For the past eight months I’ve been on the road with stints in Chicago and Peoria to hold me down. My car tells a bit of this story. There are a dozen water and Gatorade bottles and Diet Coke cans. Empty fast food bags and napkins strewn all over the floor. Two road atlases, a few state maps, a shotgun shell found on a rural Illinois road, a business card from a karaoke DJ, receipts from Waffle Houses, White Castles and McDonald’s across the Midwest, and other freelance detritus.
“Are you a good person?” a CD reads. It is found under the pile of of bottles and trash on the floor of the backseat, forgotten until now.
I have no idea where this is from or what prophet gave it to me, but on my trip back to Chicago tomorrow I will listen to it and see if I am a good person. The CD, I’m told by its cover, will give me Reasons to Believe the Bible; an accompanying pamphlet says there are 33 of them. There are fulfilled prophecies, archaeological finds—among them, the Tablets of Ebla—and More Truths From the Bible.
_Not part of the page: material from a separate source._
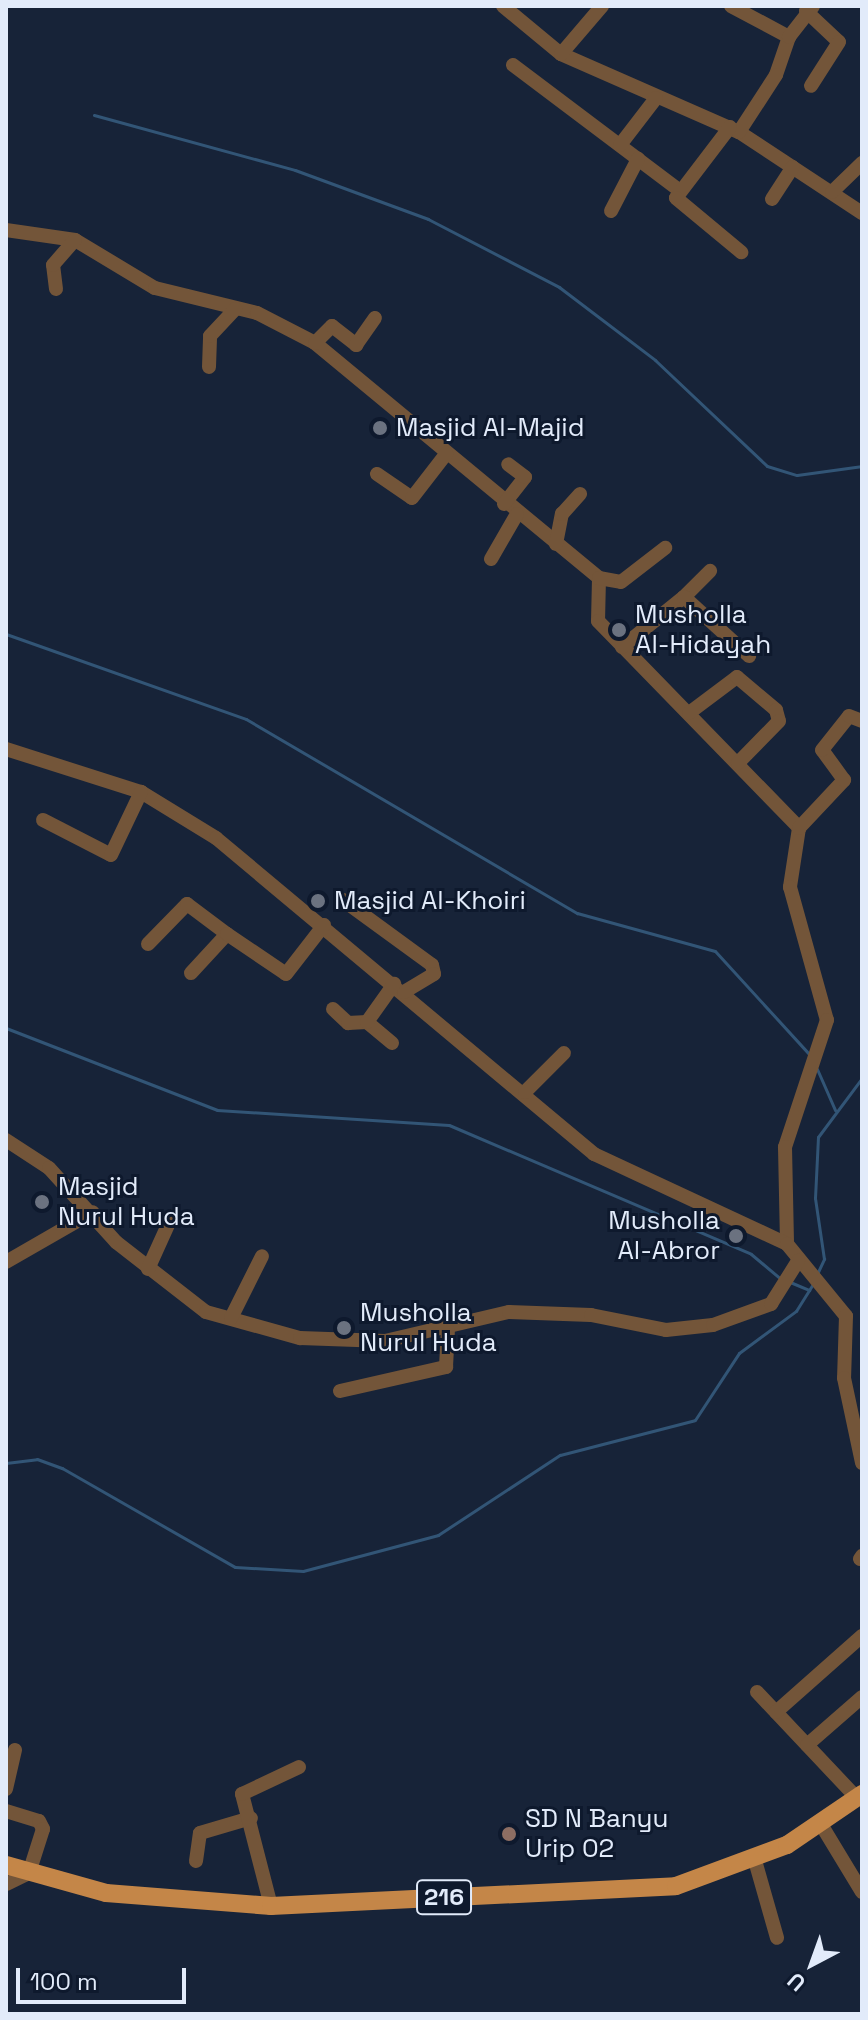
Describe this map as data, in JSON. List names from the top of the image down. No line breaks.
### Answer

Perhaps tomorrow will change me greatly.
A story I’ve been working on for 11 months—on and off, of course; working almost entirely on my own doesn’t allow me to ever fully concentrate on any one thing—ran today. Frankly, it did not reach the amount of readers I was hoping for.
The Justice Department released a report on one of its many data collection programs last October. That’s when I got wind of it, and without going into a long and boring rant about why it didn’t run sooner, I’ll say that if I worked in-house at a publication, today’s story on the failed Arrest Related Death program would have run last year.
And it would have been much bigger.
In journalism there is an ongoing debate that pits access against accountability. To get access to a presidential candidate, for instance, you can’t be overly tough with them and you can’t, I suppose, constantly call them a Child King.
In my world of freelancing, problems with access are many. But in the case of today’s story, the access problem was a journalism problem: the story was, because I discovered the report in the process of working on another story for a publication, tied to that publication. Yet because of the way that publication operates, it was not seen as the scoop that it was.
Instead of trusting my judgment, research, reporting and reading of a federal law, experts and lawmakers would need to be consulted. Much time would be need to be taken. Until eventually, the scoop expired.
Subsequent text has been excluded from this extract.